The heart of a warrior is what I'm after. And this week, I've learned that the heart of a warrior must be honest and it must choose to be humble, even when it feels humiliating.
In the past few days, I've had to look at myself in the mirror and say, "This is what actually happened, Heidi. This is the real reason; this is what has been going on all along. Plain and simple - you're scared."
While reading a book for my creative writing class entitled, "The War of Art," I ran across a small paragraph. It was as if this small paragraph was a mirror that the book held up in order to show me myself.
The paragraph said this:
"What are we trying to heal, anyway? The athlete knows the day will never come when he wakes up pain-free. He has to play hurt."
He has to play hurt.
It was a wake-up to reality for me.
It was a kick-in-the-rear to stop blaming, stop rationalizing to myself, stop making excuses, and stop waiting for my emotional hurts to be all healed and fixed in order to move forward in something that I still want to do.
Maybe outside factors actually were a part of making one of my biggest joys turn into one of my biggest fears.

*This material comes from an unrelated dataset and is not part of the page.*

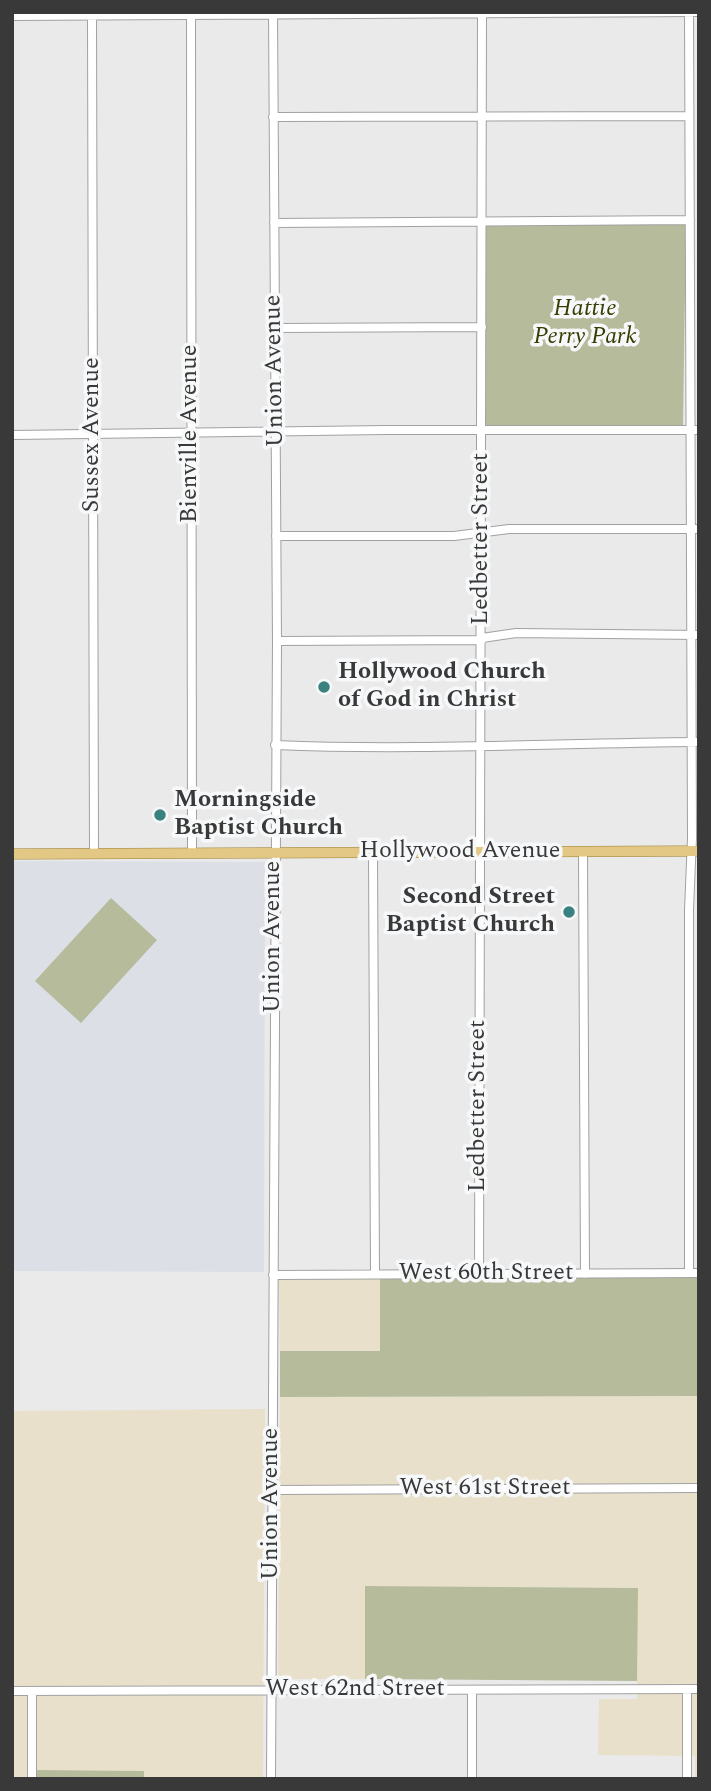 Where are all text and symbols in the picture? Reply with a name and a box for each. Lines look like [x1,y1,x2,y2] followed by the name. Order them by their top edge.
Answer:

But a warrior can't always, if ever, choose the conditions in which he fights his battles. He must simply fight with no excuses. The conditions around him, or perhaps, even the conditions inside his own heart, may make things more difficult, but he still must choose to fight.
It's time for me to step up and start facing one of my biggest fears and not waiting until all the wounds are healed because waiting for complete healing has simply become an excuse for procrastination.
It's time to play hurt.
What about YOU? Do you ever rationalize your fears?